*THE TASK*
Find how many lines in this data contain the string "canvas". Respond with only that number.

*INFORMATION SUPPLIED*

:::

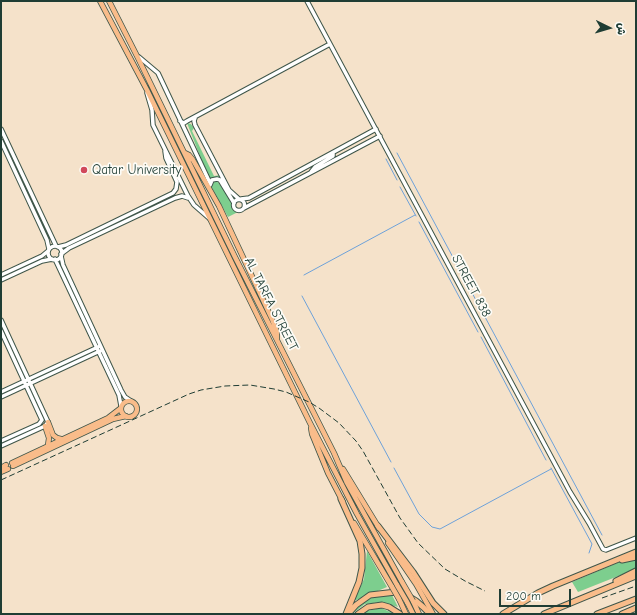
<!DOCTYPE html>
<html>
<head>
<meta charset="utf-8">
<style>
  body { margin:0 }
  #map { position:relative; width:637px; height:615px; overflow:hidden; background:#f5e2ca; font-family:"Comic Neue","Playpen Sans Arabic",sans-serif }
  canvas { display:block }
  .frame { position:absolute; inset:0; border:2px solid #1f3d34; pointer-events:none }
  .north { position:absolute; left:589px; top:8px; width:40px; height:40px; -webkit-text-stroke:3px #fdfcf7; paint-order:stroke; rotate:95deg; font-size:11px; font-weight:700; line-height:16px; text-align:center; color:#1f3d34 }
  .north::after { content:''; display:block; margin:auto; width:14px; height:18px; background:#1f3d34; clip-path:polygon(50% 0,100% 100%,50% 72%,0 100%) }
  .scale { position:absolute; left:499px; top:589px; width:72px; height:18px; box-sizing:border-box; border:2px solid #1f3d34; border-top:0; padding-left:5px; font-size:12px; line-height:14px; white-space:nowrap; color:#1f3d34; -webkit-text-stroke:3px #fdfcf7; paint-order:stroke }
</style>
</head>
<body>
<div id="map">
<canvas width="637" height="615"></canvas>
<div class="frame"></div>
<div class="north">ش</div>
<div class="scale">200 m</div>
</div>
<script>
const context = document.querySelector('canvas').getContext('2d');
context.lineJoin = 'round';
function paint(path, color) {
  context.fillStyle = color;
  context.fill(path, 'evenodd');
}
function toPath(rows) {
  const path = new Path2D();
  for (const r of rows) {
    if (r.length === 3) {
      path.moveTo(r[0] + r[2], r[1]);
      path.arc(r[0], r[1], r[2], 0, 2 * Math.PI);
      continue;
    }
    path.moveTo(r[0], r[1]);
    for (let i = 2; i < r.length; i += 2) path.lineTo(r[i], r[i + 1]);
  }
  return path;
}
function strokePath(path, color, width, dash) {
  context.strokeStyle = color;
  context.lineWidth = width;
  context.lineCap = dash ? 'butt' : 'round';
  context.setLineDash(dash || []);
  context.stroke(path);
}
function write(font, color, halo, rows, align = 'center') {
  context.font = font + ' "Comic Neue",sans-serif';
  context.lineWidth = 3.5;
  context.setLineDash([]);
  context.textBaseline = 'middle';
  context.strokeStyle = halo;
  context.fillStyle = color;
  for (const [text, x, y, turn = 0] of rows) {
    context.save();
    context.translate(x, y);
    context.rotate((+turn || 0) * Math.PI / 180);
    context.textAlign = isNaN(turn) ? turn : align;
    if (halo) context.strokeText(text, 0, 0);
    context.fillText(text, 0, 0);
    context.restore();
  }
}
paint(toPath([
  [187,123,191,124,194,128,192,131,214,176,221,175,222,179,216,177,209,179],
  [214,180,217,181,221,186,232,201,233,210,238,212,228,217,211,186],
  [367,551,387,587,354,601,364,579],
  [636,555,636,569,578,592,572,582],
  [392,595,398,607,381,602,365,604,352,614,356,608,368,599,378,596],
  [381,608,395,614,364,614,367,611]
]), '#7dce8e');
strokePath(toPath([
  [397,153,602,535],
  [386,159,397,180],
  [400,187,416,216],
  [419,222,478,332],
  [304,275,415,215],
  [302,296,391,462],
  [481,337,546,460],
  [394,468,419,514,432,527,440,529,551,469],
  [551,468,592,544,589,553]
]), '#6da1d9', 1);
const minor = toPath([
  [307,1,570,492,589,523,603,549,606,550,636,538],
  [139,57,158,73,210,183],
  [147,93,152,110,153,125,188,196,194,205,210,219],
  [195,118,194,121,195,125,229,190,239,199],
  [180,121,184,123,187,121,330,44],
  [1,129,56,246],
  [1,141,47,240,49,249],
  [311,172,315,167,333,156,333,153],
  [210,185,212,180,217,179,220,180,234,203],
  [241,199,249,198,376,129],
  [239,205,5.5],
  [244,208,380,136],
  [55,253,7],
  [58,247,66,245,173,193,176,189,177,182,166,158,165,151],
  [61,254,69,248,175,198,182,196,188,198],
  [61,256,63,265,121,390,125,397,131,401],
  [55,259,119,395,121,406],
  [1,275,42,256,48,251],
  [1,280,42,261,52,259],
  [1,320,48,422,45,426,1,446],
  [1,331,42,420,39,424,1,441],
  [1,392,98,347],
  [1,397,100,351]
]);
const major = toPath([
  [100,1,147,90,310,423,357,514,397,585],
  [109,1,138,58,235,257,334,453,347,483,402,582],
  [185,153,189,155,193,160,219,206,272,319,277,332,277,340],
  [129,409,8],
  [48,422,53,435,57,438,61,439],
  [45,426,49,438,48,445],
  [311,428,312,434,328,473,343,502],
  [12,463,108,418,121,408],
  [13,466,113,419,126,416],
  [1,468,6,465],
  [343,469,379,528],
  [1,472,8,469],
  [354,523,392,587],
  [388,543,416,584,433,614],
  [399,599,406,614],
  [413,601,419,614],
  [407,602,413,614]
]);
const highway = toPath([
  [341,499,360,541,362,554,362,568,359,582,346,614],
  [378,526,413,572,433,603,444,614],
  [622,560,636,557],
  [616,581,636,571],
  [348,614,356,605,370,595,396,592,403,593,416,601,423,607,430,614],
  [358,614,368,607,382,605,389,607,400,614],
  [503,614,538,593,553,586,636,552],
  [544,614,636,576],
  [597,614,636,599],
  [622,614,636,608]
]);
strokePath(minor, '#3f564a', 5.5);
strokePath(major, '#3f564a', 6);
strokePath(highway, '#3f564a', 7);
strokePath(minor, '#fff', 3.5);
strokePath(major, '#f9bc8a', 4.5);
strokePath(highway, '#f9bc8a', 5);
strokePath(toPath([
  [1,480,189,394,201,390,225,386,250,385,274,389,286,392,309,402,319,408,339,423,356,441,363,451,400,518,418,543,445,569,465,581,485,591],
  [602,598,636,586]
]), '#1f3d34', 1, [6, 3]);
const majorBridge = toPath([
  [402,582,413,601],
  [397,585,407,602],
  [392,587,399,599]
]);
strokePath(majorBridge, '#3f564a', 6, []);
strokePath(majorBridge, '#f9bc8a', 4.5);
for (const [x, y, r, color] of [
  [84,170,4,"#d1495b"]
]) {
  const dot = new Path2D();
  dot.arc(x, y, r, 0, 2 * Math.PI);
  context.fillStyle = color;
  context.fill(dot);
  strokePath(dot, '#fdfcf7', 1.5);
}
write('13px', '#1f3d34', '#fdfcf7', [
  ["Qatar University",92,170]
], 'left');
write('13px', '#1f3d34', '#fdfcf7', [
  ["STREET 838",471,286,62],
  ["AL TARFA STREET",271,304,63]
]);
</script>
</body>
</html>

:::

*WORKED SOLUTION*
3